==== Data extracts
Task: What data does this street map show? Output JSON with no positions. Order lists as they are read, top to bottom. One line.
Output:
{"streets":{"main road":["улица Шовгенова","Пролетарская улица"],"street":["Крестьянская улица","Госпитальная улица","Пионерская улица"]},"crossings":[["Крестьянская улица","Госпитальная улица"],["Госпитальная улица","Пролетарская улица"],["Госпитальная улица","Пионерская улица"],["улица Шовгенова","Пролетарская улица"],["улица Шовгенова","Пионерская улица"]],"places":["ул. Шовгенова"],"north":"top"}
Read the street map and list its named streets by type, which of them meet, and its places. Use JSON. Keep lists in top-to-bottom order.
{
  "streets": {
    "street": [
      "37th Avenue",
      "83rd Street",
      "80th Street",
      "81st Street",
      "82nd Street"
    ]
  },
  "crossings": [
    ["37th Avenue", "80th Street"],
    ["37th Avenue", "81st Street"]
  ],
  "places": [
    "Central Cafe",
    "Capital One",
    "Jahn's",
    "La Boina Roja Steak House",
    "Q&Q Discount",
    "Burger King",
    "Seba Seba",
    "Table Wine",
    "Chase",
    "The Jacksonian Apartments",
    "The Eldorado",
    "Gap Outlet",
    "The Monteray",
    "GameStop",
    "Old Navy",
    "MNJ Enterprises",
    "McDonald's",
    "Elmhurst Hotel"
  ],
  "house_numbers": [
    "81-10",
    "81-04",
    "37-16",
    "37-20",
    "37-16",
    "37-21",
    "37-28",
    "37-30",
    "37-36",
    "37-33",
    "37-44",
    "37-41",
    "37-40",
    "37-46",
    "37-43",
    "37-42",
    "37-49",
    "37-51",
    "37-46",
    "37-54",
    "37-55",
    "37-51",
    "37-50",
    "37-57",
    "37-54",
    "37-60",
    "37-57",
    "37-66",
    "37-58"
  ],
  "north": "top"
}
========
Work instruction:
Reproduce each entry above exactly, keeping every word.

Task result:
Task: What data does this street map show? Output JSON with no positions. Order lists as they are read, top to bottom. One line.
Output:
{"streets":{"main road":["улица Шовгенова","Пролетарская улица"],"street":["Крестьянская улица","Госпитальная улица","Пионерская улица"]},"crossings":[["Крестьянская улица","Госпитальная улица"],["Госпитальная улица","Пролетарская улица"],["Госпитальная улица","Пионерская улица"],["улица Шовгенова","Пролетарская улица"],["улица Шовгенова","Пионерская улица"]],"places":["ул. Шовгенова"],"north":"top"}
Read the street map and list its named streets by type, which of them meet, and its places. Use JSON. Keep lists in top-to-bottom order.
{
  "streets": {
    "street": [
      "37th Avenue",
      "83rd Street",
      "80th Street",
      "81st Street",
      "82nd Street"
    ]
  },
  "crossings": [
    ["37th Avenue", "80th Street"],
    ["37th Avenue", "81st Street"]
  ],
  "places": [
    "Central Cafe",
    "Capital One",
    "Jahn's",
    "La Boina Roja Steak House",
    "Q&Q Discount",
    "Burger King",
    "Seba Seba",
    "Table Wine",
    "Chase",
    "The Jacksonian Apartments",
    "The Eldorado",
    "Gap Outlet",
    "The Monteray",
    "GameStop",
    "Old Navy",
    "MNJ Enterprises",
    "McDonald's",
    "Elmhurst Hotel"
  ],
  "house_numbers": [
    "81-10",
    "81-04",
    "37-16",
    "37-20",
    "37-16",
    "37-21",
    "37-28",
    "37-30",
    "37-36",
    "37-33",
    "37-44",
    "37-41",
    "37-40",
    "37-46",
    "37-43",
    "37-42",
    "37-49",
    "37-51",
    "37-46",
    "37-54",
    "37-55",
    "37-51",
    "37-50",
    "37-57",
    "37-54",
    "37-60",
    "37-57",
    "37-66",
    "37-58"
  ],
  "north": "top"
}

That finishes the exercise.